Task description — Within the records that follow, find every line containing the string "meet". Copy those lines.

Working data —
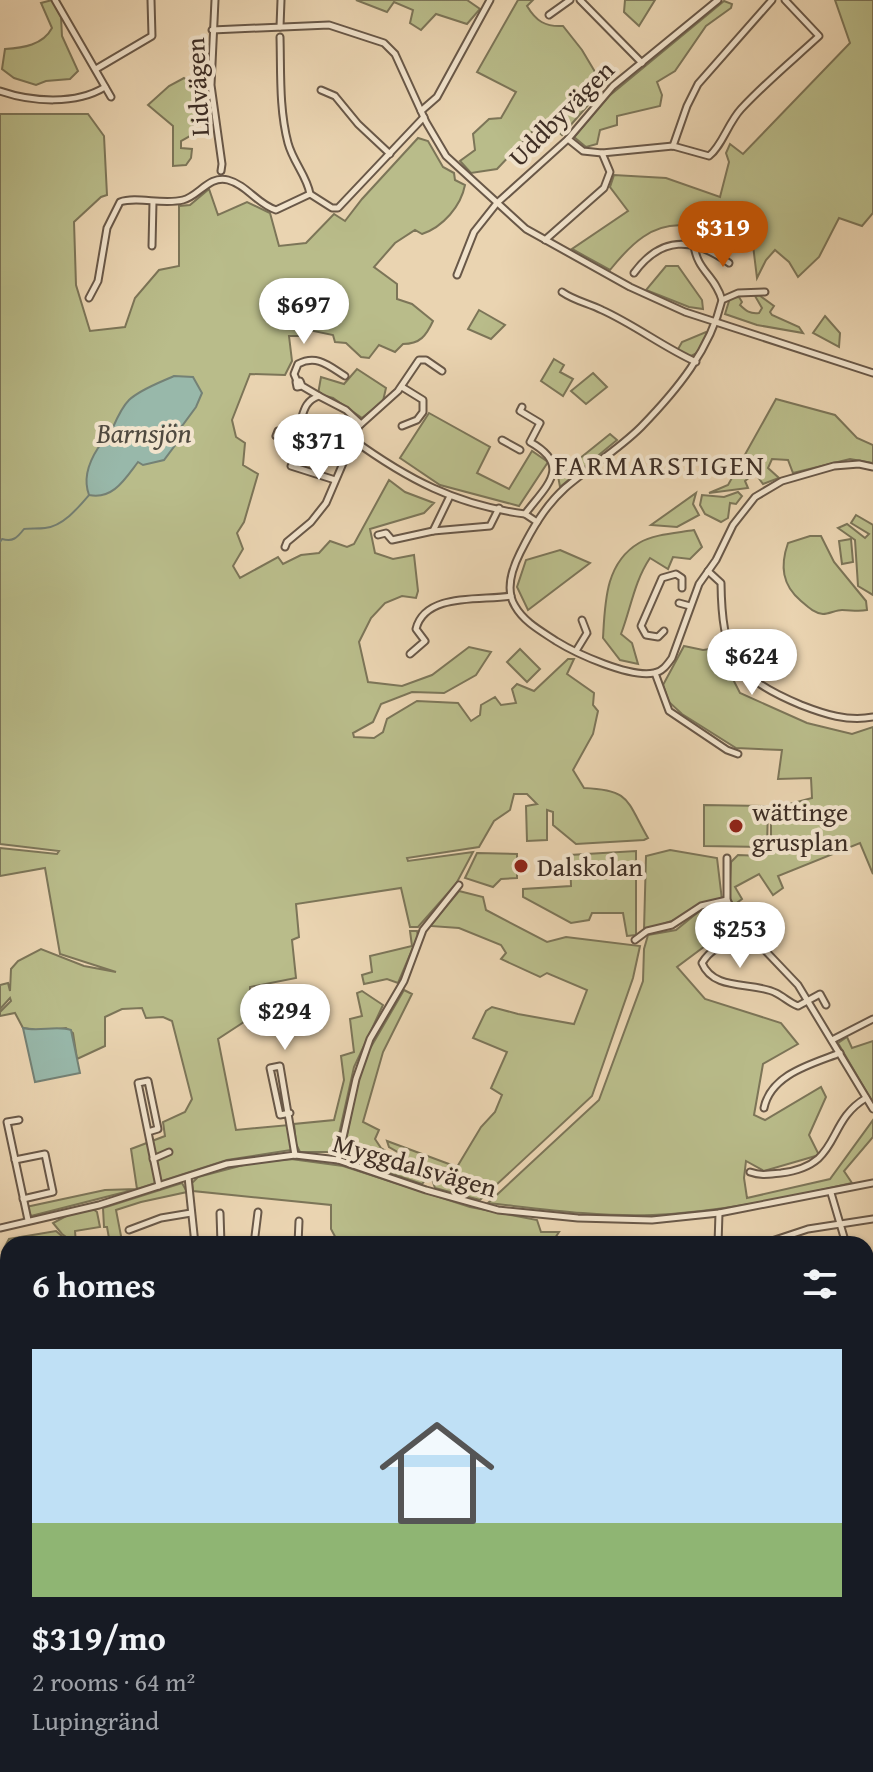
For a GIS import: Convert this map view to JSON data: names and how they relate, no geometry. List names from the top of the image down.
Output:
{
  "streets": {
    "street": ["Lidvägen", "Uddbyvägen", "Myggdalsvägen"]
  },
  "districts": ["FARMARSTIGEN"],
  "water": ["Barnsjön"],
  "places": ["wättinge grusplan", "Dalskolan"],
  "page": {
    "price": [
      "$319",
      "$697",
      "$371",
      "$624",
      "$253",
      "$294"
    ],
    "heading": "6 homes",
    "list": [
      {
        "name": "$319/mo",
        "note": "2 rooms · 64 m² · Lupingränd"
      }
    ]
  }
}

==

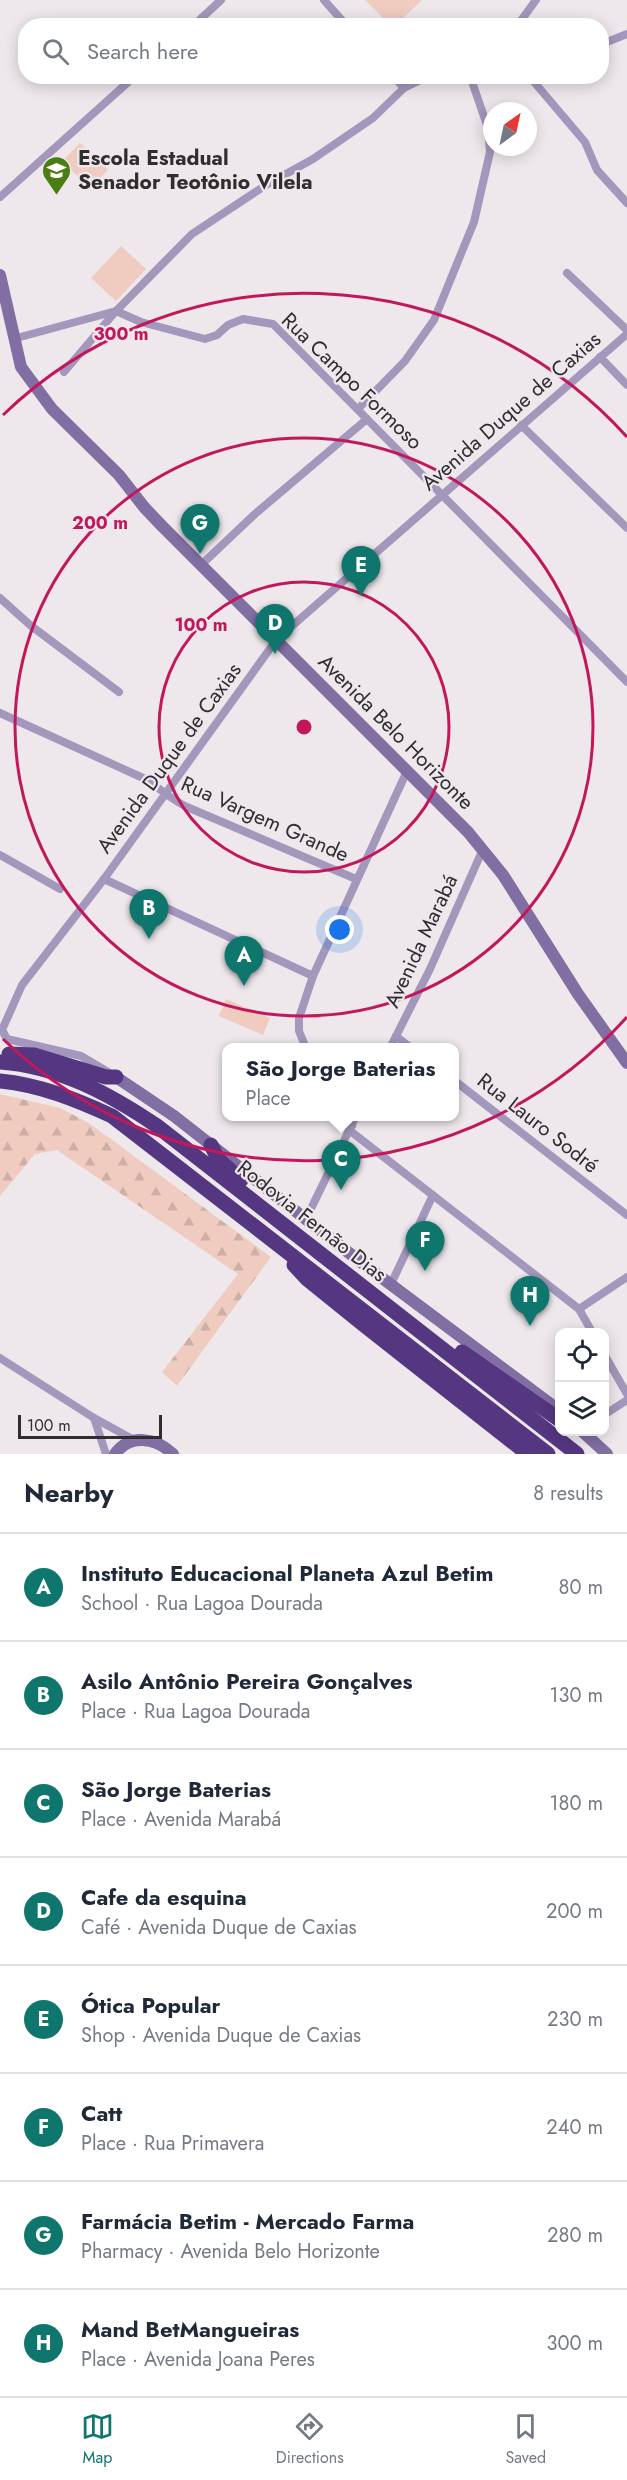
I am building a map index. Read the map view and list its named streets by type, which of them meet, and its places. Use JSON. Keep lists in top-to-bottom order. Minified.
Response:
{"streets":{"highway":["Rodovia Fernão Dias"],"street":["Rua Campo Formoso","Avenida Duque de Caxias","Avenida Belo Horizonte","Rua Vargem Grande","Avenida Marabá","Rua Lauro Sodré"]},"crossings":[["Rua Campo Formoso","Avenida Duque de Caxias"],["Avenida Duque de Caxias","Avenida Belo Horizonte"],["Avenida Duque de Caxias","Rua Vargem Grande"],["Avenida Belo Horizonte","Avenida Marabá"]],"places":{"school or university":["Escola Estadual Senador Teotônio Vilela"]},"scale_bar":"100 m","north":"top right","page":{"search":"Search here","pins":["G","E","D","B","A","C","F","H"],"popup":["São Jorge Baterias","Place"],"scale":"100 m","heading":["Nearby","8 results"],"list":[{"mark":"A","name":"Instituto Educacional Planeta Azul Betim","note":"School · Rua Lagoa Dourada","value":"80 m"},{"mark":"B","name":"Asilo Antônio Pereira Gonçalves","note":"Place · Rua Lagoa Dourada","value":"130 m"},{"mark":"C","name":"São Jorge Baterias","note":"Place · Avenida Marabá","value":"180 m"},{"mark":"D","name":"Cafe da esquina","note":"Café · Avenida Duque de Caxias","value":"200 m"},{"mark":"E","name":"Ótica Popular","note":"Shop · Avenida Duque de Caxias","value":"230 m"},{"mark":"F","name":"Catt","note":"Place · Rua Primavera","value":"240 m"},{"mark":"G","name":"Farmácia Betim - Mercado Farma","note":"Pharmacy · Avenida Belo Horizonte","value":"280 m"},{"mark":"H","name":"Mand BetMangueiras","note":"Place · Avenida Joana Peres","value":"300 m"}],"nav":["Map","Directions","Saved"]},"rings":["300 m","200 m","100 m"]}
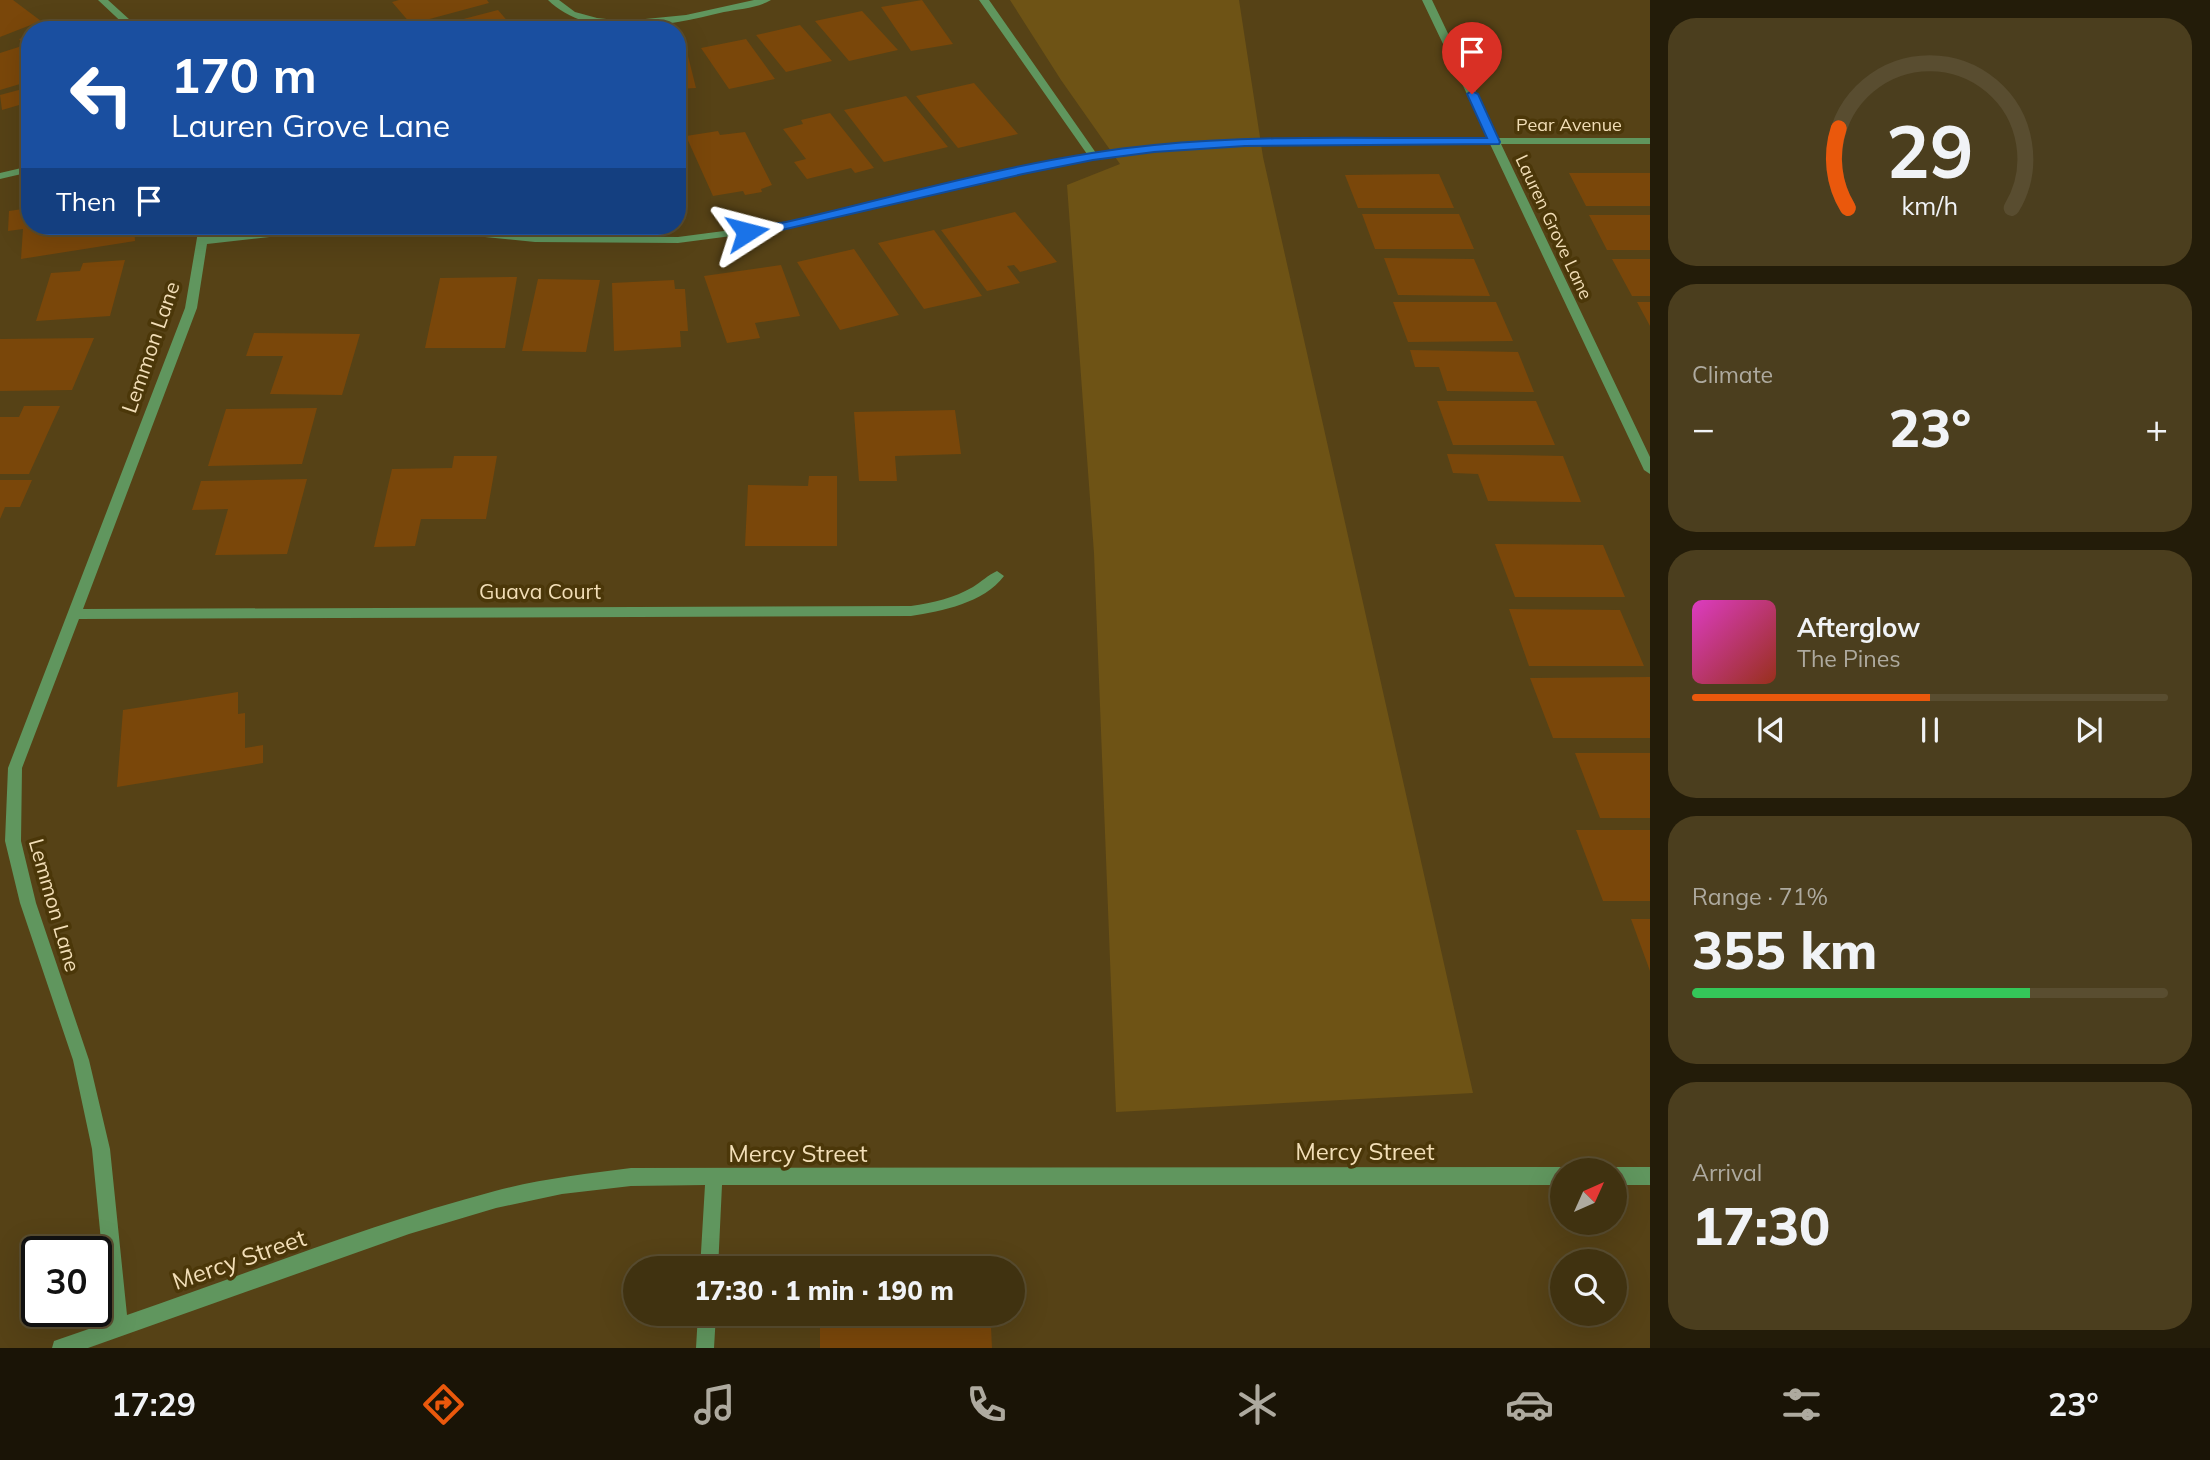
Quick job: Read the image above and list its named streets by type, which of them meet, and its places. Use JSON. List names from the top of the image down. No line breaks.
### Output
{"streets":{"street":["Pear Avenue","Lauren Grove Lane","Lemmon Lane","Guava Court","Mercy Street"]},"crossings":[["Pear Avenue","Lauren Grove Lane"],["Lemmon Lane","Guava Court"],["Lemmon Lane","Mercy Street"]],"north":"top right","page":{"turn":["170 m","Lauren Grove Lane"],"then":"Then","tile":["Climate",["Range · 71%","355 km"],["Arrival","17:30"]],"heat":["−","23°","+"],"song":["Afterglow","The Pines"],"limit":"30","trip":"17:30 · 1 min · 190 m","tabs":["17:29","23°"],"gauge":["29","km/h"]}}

Exercise output —
I am building a map index. Read the map view and list its named streets by type, which of them meet, and its places. Use JSON. Keep lists in top-to-bottom order. Minified.
Quick job: Read the image above and list its named streets by type, which of them meet, and its places. Use JSON. List names from the top of the image down. No line breaks.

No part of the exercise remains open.